Dans ma dernière revue hebdomadaire, j’avais mis en lien un article ukrainien sur les garrots. On y apprenait qu’un médecin qui avait critiqué la mauvaise qualité des garrots fournis avait été puni pour s’être exprimé :

Anton Shevchuk, chef du service médical de la 82e brigade d’assaut aérien séparée, qui a demandé au commandement des forces médicales de remplacer les garrots chinois de mauvaise qualité et a demandé à l’activiste sociale Oksana Korchynska de l’aider dans cette tâche, a reçu une “réprimande sévère“.
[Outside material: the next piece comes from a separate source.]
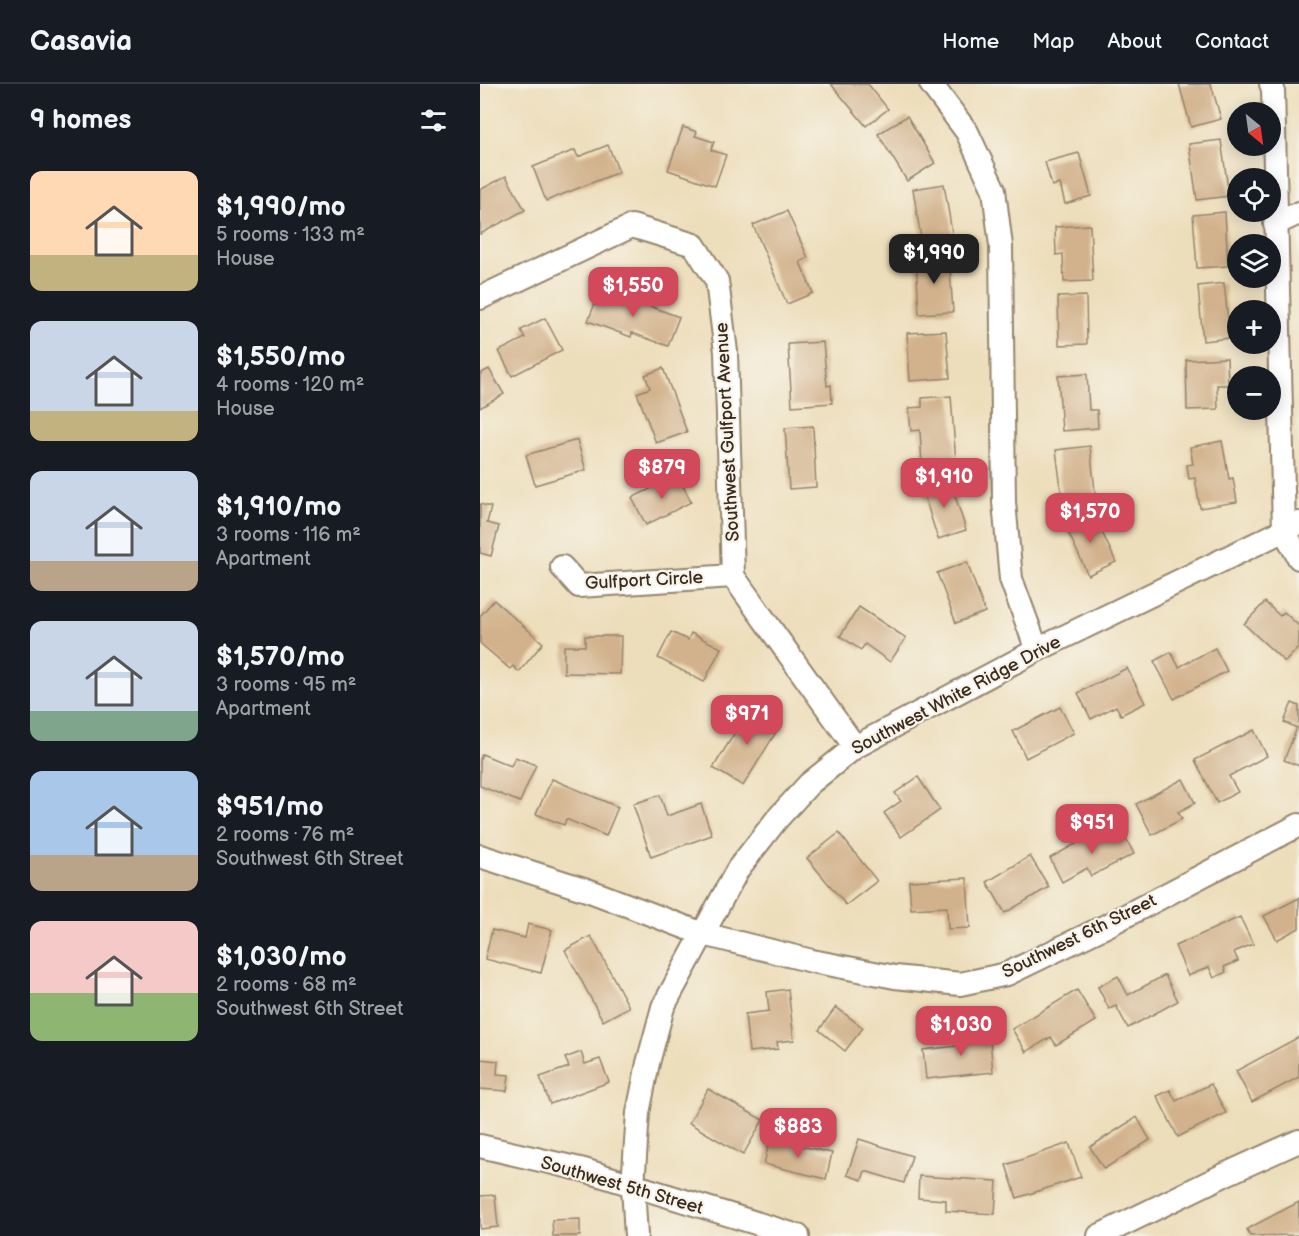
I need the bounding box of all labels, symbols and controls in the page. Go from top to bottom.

Le nombre de garrots de mauvaise qualité que le commandement des forces médicales a initialement fournis à la 82e brigade dépasse les 10 000.

La 82e brigade se bat dans la zone de tir d’artillerie autour de Robotyne.

Les garrots bien appliqués sur les bras et les jambes blessés peuvent bloquer les vaisseaux sanguins et ainsi arrêter l’hémorragie. S’ils ne peuvent pas maintenir la pression, les blessés se videront de leur sang.

L’évacuation médicale du côté russe est apparemment bien meilleure. Il y a quelques mois, le ministre russe de la défense, Sergei Shoigu, a déclaré que le temps nécessaire pour atteindre un point de premiers secours pour un soldat blessé n’était plus que de dix minutes, tandis que le temps nécessaire pour atteindre un centre d’opérations médicales n’était plus que d’une heure (traduction automatique) :

Les médecins militaires russes impliqués dans l’opération spéciale ont atteint un taux de mortalité dans les hôpitaux inférieur à 0,5 % – le chiffre le plus bas de l’histoire de la médecine militaire, a déclaré lors d’une réunion élargie du conseil du ministère russe de la défense, le chef du département militaire, le général d’armée Sergei Shoigu.

Les médecins militaires se sont particulièrement distingués lors de l’opération militaire spéciale. Les premiers soins sont prodigués dans les 10 minutes. Les blessés arrivent dans les unités médicales dans l’heure qui suit, et dans les hôpitaux militaires dès le premier jour. Nous avons atteint un faible taux de mortalité aux stades de l’évacuation des blessés. Dans l’unité hospitalière, le taux de mortalité était inférieur à un demi pour cent. C’est le chiffre le plus bas de toute l’histoire de la médecine militaire“, a-t-il déclaré.

Je n’ai aucun moyen de vérifier ces données. Mais je n’ai pas non plus trouvé la moindre plainte concernant les services médicaux de première ligne du côté russe, alors que l’état déplorable de l’aide médicale du côté ukrainien a fait l’objet d’une certaine attention.

Cela ne fait que confirmer mon opinion selon laquelle la supériorité de l’artillerie russe (10 contre 1) et d’autres facteurs, tels que les services médicaux, garantissent que le nombre de victimes russes dans la guerre est bien inférieur au nombre de victimes ukrainiennes.